HRSA indicated data collected by manufacturers for the rebate claim process will be limited to:
- Date of Service
- Date Prescribed
- RX number
- Fill Number
- 11 Digit National Drug Code (NDC)
- Quantity Dispensed
- Prescriber ID
- Service Provider ID
- 340B ID
- Rx Bank Identification Number (BIN)
- Rx Processor Control Number (PCN)
Any of the above drug manufacturers that voluntarily choose to participate in the pilot program must provide information on how they plan to comply with HRSA’s requirements by September 15, 2025. HRSA will announce any approval of drug manufacturer applications by October 15, 2025, and the pilot program will begin in 2026.
Steps Covered Entities Should Take Now
Evaluate Internal Data Infrastructure
Robust reporting capabilities would be critical to ensure rebate eligibility and maintain documentation for audit purposes. Clean data is the foundation for both compliance and timely reimbursement.
Prepare for a Hybrid Pricing Environment
Since only select manufacturers and drugs would be subject to the rebate model, covered entities would need to operate under two parallel systems: one for traditional upfront discounts and another for retroactive rebates. Collaboration between TPA’s and CE’s will be necessary to test these dual workflows and identify gaps in current processes that could lead to missed reimbursements or compliance risk.
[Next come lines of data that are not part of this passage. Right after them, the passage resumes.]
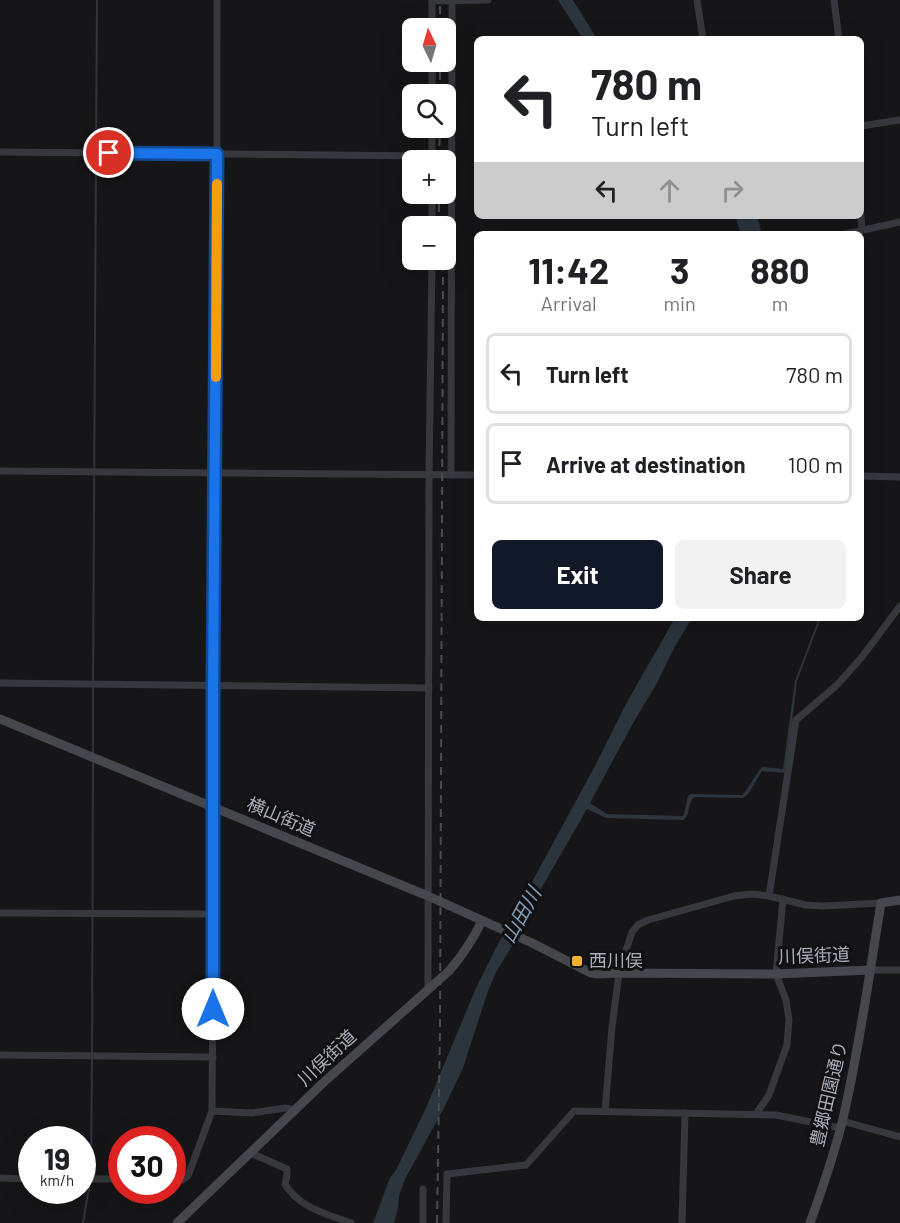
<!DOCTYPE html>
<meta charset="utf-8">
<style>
:root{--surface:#fff;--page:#f2f2f2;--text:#202124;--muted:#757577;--line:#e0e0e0;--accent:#111827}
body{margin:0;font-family:Barlow,"Noto Sans JP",sans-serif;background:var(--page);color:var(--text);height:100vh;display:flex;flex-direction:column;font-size:22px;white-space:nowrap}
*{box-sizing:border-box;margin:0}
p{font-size:20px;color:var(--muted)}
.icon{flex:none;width:33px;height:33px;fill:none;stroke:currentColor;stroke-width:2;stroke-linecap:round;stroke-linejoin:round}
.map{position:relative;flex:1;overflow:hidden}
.side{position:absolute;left:474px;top:231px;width:390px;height:390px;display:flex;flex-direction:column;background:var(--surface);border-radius:9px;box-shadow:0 6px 24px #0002}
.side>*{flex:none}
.hud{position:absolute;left:474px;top:36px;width:390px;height:183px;border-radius:9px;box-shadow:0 6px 24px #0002;background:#fff;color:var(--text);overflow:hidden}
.needle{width:39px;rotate:355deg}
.buttons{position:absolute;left:402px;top:18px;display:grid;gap:12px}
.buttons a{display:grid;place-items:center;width:54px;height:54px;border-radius:9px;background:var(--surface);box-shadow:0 6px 24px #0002;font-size:30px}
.speed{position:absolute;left:18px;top:1126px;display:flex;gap:12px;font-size:30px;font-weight:700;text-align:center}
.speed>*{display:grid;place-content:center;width:78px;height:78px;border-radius:50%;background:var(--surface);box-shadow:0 6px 24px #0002;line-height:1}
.speed small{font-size:15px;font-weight:400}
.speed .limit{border:9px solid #d22;background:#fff;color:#111}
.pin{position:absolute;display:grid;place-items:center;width:51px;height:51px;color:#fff;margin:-26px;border:3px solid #fff;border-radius:50%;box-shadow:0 2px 6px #0007}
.me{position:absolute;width:66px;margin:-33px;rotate:0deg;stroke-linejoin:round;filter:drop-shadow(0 0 4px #0008)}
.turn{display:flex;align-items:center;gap:21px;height:126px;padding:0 18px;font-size:27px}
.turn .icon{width:78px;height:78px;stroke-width:2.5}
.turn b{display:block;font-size:42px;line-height:51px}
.lanes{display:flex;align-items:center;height:57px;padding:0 18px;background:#0003;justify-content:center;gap:30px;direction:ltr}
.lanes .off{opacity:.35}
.eta{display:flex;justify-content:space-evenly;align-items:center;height:102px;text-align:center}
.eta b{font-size:36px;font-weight:700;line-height:42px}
.action{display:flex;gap:12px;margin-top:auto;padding:12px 18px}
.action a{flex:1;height:69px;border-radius:9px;background:var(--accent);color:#fff;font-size:24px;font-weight:700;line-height:69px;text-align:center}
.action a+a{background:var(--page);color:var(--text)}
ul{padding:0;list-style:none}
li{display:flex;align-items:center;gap:18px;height:81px;margin:0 12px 9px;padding:0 6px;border:3px solid var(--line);border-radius:9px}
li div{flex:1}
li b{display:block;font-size:22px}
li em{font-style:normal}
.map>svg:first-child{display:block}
</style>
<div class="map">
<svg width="900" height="1223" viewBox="0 0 900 1223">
<rect width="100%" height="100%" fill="#161618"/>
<!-- water -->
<g fill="#2c353c">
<path d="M558,0h15l24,39h-14z"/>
<path d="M735,216h22l5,18h-21z"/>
<path d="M675,618h17l-18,30 -17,35 -25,42 -42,78 17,11 76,2 1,-2 4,-18 3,-2 51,1 3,-3 15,-23 3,-2 20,2 12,-88 24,-63h2l-24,63 -11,92 -24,-2 -14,23 -5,4 -49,-1c-7,7 -3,18 -11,23l-77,-2 -19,-9 -60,104 -16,35 -15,24 -8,19 -25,77 -19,40 -39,71 -6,17 -1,12 -4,15h-21l17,-45 6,-8 30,-62 50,-120 20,-40 100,-184 31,-62z"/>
</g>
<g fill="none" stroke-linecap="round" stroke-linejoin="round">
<!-- stream -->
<g stroke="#2c353c" stroke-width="2">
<path d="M96,150l1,-150"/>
<path d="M93,681l3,-525"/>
<path d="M93,753v-66"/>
<path d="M92,1053l1,-291"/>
<path d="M91,1176l1,-117"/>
<path d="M83,1223l7,-41"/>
</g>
<!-- street -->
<g stroke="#37383d" stroke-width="7">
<path d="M697,0l6,39"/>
<path d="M834,0l5,39"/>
<path d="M432,1l56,-1"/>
<path d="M432,28v-28"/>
<path d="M432,94v-32"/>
<path d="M861,126l39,-6"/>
<path d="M0,152l432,4"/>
<path d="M432,160v-32"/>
<path d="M861,216l1,14"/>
<path d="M432,226v-32"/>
<path d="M846,234l54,-12"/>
<path d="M0,471l477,4"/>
<path d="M451,475l1,-475"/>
<path d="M861,476l39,1"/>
<path d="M0,683l429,5"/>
<path d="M769,896l27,-176 41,-35 25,-28 38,-51"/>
<path d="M0,913l214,1"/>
<path d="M870,970h30"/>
<path d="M428,990l1,-515 3,-215"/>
<path d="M0,1055l213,2"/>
<path d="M212,1111l40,2 33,-5 11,2"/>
<path d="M605,1111l7,-84 7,-54 13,-41 6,-7 10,-5 86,-24 18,-2 17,2 37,9 17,1 58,-3"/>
<path d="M756,1114l13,-19 18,-50 2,-25 -3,-20 -10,-26 7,-75"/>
<path d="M842,1121l58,16"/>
<path d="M251,1153l36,16v6l-2,9c14,24 42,30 66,39"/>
<path d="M0,1178l32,1"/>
<path d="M82,1179h40"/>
<path d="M172,1180h10l6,-4 24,-65 2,-304 -1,-120 4,-533v-154"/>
<path d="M423,1223v-34"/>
<path d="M446,1223l1,-49 79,-9 48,-54 202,4 64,13"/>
<path d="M682,1223l3,-110"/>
</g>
<!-- secondary -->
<g stroke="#45474d" stroke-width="9">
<path d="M0,719l428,177 104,47 59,30 7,1 21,-1 157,1 94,-4"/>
<path d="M177,1223l147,-141 125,-111c14,-16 24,-32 33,-50"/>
<path d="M810,1223c12,-33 23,-66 32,-100 17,-73 27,-147 39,-220l19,-3"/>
</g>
<!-- rail -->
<g stroke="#4a4c52" stroke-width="2" stroke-dasharray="8 6" stroke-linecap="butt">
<path d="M440,28v-28"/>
<path d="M440,94v-32"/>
<path d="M439,160l1,-32"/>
<path d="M439,226v-32"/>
<path d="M437,1223l3,-193 3,-770"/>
</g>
</g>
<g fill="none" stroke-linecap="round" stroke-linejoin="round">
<defs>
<path id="route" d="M109,153l108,1 -4,533v322"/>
</defs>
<!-- route casing -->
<use href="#route" stroke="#114b97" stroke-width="15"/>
<!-- route -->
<use href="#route" stroke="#1a73e8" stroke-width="10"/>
<!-- slow -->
<path stroke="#f59e0b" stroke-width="10" d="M216,377l1,-193"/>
</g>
<!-- markers -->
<rect fill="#f2b134" stroke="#111113" stroke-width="2" x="571" y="955" width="12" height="12" rx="3"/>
<g text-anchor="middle" stroke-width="6" stroke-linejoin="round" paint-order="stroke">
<!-- street labels -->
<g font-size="18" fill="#a8adb8" stroke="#111113">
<text transform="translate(281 817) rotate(23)" y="6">横山街道</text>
<text transform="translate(814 956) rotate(-2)" y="6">川俣街道</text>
<text transform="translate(327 1058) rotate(-43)" y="6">川俣街道</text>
<text transform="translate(829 1094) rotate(-77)" y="6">豊郷田園通り</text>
</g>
<!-- poi labels -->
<g font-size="18" fill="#a8adb8" stroke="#111113" text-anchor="start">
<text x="589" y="967">西川俣</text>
</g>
<!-- water labels -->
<g font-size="20" font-style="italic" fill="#7f9bb3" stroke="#111113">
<text transform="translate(521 915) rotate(-61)" y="7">山田川</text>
</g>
</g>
</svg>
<div class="buttons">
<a><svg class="needle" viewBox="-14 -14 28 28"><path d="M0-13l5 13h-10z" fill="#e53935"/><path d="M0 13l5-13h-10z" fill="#757577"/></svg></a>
<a><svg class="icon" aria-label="search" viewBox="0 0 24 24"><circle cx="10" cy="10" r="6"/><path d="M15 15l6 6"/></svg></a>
<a>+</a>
<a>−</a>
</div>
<div class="speed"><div>19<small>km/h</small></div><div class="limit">30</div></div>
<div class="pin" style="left:109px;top:153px;background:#d93025"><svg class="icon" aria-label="arrive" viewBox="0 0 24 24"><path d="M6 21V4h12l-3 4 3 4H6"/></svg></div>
<svg class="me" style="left:213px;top:1009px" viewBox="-20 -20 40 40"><circle r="19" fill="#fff"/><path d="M0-13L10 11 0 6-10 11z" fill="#1a73e8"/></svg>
<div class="hud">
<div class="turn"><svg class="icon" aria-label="left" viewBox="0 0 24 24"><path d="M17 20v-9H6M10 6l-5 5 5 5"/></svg><div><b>780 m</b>Turn left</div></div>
<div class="lanes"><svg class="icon" aria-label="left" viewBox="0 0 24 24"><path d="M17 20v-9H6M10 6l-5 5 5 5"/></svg><svg class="icon off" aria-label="ahead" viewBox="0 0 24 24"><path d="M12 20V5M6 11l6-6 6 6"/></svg><svg class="icon off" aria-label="right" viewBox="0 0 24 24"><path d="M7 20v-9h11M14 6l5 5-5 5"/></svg></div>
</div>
<section class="side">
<div class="eta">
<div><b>11:42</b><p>Arrival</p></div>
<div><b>3</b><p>min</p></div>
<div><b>880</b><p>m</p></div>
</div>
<ul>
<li><svg class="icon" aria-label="left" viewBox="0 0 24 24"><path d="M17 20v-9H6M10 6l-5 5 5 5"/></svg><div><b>Turn left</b></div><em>780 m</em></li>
<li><svg class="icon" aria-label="arrive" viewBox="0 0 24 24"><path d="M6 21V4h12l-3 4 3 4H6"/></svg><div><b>Arrive at destination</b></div><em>100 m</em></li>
</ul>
<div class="action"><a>Exit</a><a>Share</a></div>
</section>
</div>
Update Internal Policies and Procedures.
Now is the time to establish or revise SOP’s related to rebate submission timelines, tracking of pending and received payments, and issue resolution. CE’s should have in place escalation pathways for delays or denials, and documentation practices should be audit ready. As HRSA evaluates the success of this pilot, CE’s must be prepared to demonstrate compliance at every step.
Ensure TPA Readiness
TPA’s will play a crucial role in managing the rebate model requirements. It’s essential to confirm with your TPA their ability to support manufacturer-specific rebate workflows, including timely submission of claims data and reconciliation of rebate payments as the setups are further revealed. Ask how your TPA is preparing to manage hybrid environments where some drugs remain under the traditional 340B discount model and others move to rebate-based pricing.
Voice Your Concerns
Providers have raised significant concerns regarding new cash flow risks, administrative burdens, added complexities with compliance, and potential lack of
clarity on claim denial HRSA will be collecting comments on the pilot program until September 1, 2025. Comments can be submitted electronically via the federal eRulemaking Portal.
Looking Ahead
Although this pilot is currently limited in scope, if deemed successful, it is likely to be expanded to cover a broader array of manufacturers and drugs. CE’s should treat this draft guidance as the beginning of a broader policy shift and proactively ensure readiness for future phases of the pilot.